WHAT YOU SHOULD DO: Reproduce the listing exactly. Omit pictures.

DATASET EXTRACT:
-- Opening Marker --

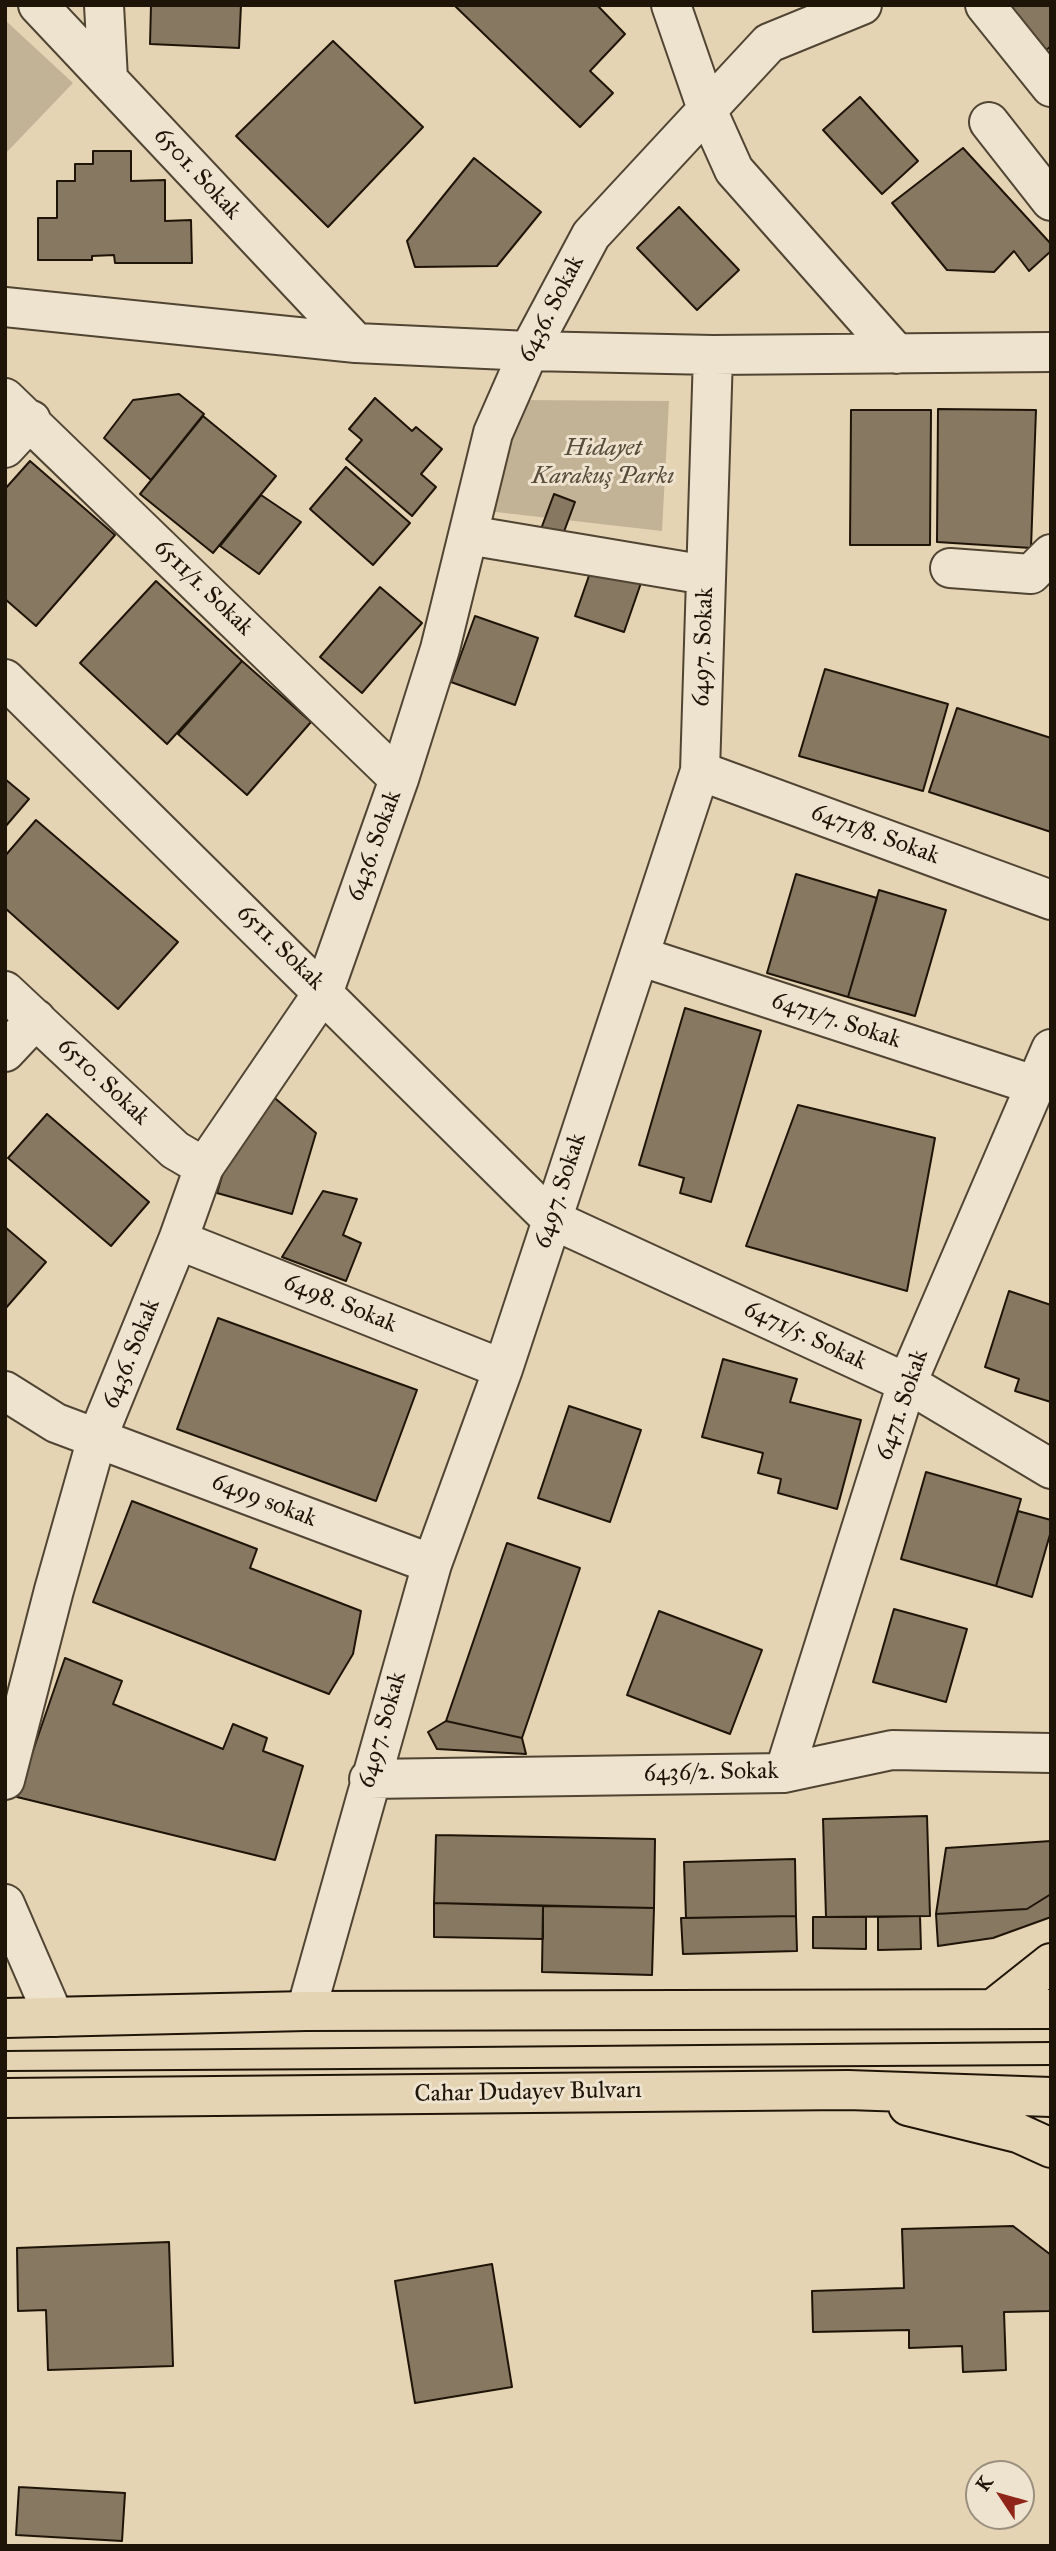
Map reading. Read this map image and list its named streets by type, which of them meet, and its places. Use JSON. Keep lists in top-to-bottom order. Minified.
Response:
{"streets":{"main road":["Cahar Dudayev Bulvarı"],"street":["6501. Sokak","6436. Sokak","6511/1. Sokak","6497. Sokak","6471/8. Sokak","6511. Sokak","6471/7. Sokak","6510. Sokak","6498. Sokak","6471/5. Sokak","6471. Sokak","6499 sokak","6436/2. Sokak"]},"crossings":[["6436. Sokak","6511/1. Sokak"],["6436. Sokak","6511. Sokak"],["6436. Sokak","6510. Sokak"],["6436. Sokak","6498. Sokak"],["6436. Sokak","6499 sokak"],["6497. Sokak","6471/8. Sokak"],["6497. Sokak","6511. Sokak"],["6497. Sokak","6471/7. Sokak"],["6497. Sokak","6498. Sokak"],["6497. Sokak","6471/5. Sokak"],["6497. Sokak","6499 sokak"],["6497. Sokak","6436/2. Sokak"],["6511. Sokak","6471/5. Sokak"],["6471/7. Sokak","6471. Sokak"],["6471/5. Sokak","6471. Sokak"],["6471. Sokak","6436/2. Sokak"]],"parks":["Hidayet Karakuş Parkı"],"north":"top left"}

-- Closing Marker --

PROBLEM SOLUTION:
Map reading. Read this map image and list its named streets by type, which of them meet, and its places. Use JSON. Keep lists in top-to-bottom order. Minified.
Response:
{"streets":{"main road":["Cahar Dudayev Bulvarı"],"street":["6501. Sokak","6436. Sokak","6511/1. Sokak","6497. Sokak","6471/8. Sokak","6511. Sokak","6471/7. Sokak","6510. Sokak","6498. Sokak","6471/5. Sokak","6471. Sokak","6499 sokak","6436/2. Sokak"]},"crossings":[["6436. Sokak","6511/1. Sokak"],["6436. Sokak","6511. Sokak"],["6436. Sokak","6510. Sokak"],["6436. Sokak","6498. Sokak"],["6436. Sokak","6499 sokak"],["6497. Sokak","6471/8. Sokak"],["6497. Sokak","6511. Sokak"],["6497. Sokak","6471/7. Sokak"],["6497. Sokak","6498. Sokak"],["6497. Sokak","6471/5. Sokak"],["6497. Sokak","6499 sokak"],["6497. Sokak","6436/2. Sokak"],["6511. Sokak","6471/5. Sokak"],["6471/7. Sokak","6471. Sokak"],["6471/5. Sokak","6471. Sokak"],["6471. Sokak","6436/2. Sokak"]],"parks":["Hidayet Karakuş Parkı"],"north":"top left"}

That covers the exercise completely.